15.2.24 TheWholeRuth Beach Physical Therapy Chaplin

The beach was therapy for my soul and my foot. It was wildly windy, in a way I’ve never seen it. As I lay on the blanket I brought, the wind would whip around the sand so much that whatever part of the blanket I wasn’t covering, would just look like sand. At some points, I had to cover my head with my towel so I wouldn’t drown in air-sand. Even though that doesn’t sound peaceful, the sun was hot, the breeze was cool, and there was something animalistic and freeing about letting the sand do what it wanted around me like I was lying in the middle of a tribe of sand grains who were chanting and dancing, mad with joy. I felt honored that they let me be there.

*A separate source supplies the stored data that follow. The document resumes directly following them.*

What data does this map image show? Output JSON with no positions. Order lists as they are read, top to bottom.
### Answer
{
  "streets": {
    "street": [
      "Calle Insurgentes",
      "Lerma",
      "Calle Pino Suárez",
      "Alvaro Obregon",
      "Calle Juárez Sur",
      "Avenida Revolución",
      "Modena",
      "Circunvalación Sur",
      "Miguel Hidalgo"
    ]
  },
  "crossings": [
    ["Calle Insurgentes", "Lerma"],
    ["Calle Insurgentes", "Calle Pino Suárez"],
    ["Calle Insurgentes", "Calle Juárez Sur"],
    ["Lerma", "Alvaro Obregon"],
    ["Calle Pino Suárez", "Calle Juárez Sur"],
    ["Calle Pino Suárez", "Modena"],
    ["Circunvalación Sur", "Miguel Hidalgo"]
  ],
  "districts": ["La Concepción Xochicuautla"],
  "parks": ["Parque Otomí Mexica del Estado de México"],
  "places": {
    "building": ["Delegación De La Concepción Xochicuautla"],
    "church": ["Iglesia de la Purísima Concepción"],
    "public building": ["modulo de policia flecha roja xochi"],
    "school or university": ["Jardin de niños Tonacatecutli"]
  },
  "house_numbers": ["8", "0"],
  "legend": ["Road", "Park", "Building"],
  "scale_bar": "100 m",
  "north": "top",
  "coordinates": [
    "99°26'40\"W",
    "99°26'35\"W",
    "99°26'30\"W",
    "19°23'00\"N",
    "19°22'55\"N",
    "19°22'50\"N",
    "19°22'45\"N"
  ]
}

And when I stood and walked around, the blowing sand stayed low and I could breathe the brisk salt air and enjoy feeling my foot roll through and my leg extend further back behind me than it has in years, knowing the next step would come and this would continue on in a rhythm that makes me feel like a Lion Queen.

I was even smitten with the sun light in the bathrooms.

15.2.24 TheWholeRuth beach bathrooms

I’ve been going to the beach about twice a week for physical therapy for a few weeks now. Sometimes it’s in the day and I get to go in the water up to my waist. A friend asked later if the water was cold, and since the Pacific is usually like ice, it was the first time I remembered that it probably was cold. But it hadn’t dawned on me. When I’m there alone, I’m not worried about someone else being uncomfortable in the water with me and I can get lost in the gratefulness to be walking, in the ocean, in the middle of the day, on a weekday, in February. I remembered that when I’m there, I first set my toes in with the intention to ice them, since I have to do that three times a day anyway. And it’s so exciting to be leg wrestling with the waves that all of a sudden, I’m in up to my thighs and it doesn’t feel cold at all. Sometimes I go at night and there are bonfires. Once, a woman in a bikini top and a flowing skirt was juggling flaming rings. Sometimes I go for fifteen minutes in my jeans, just to take off my shoes and let my feet move through the sand.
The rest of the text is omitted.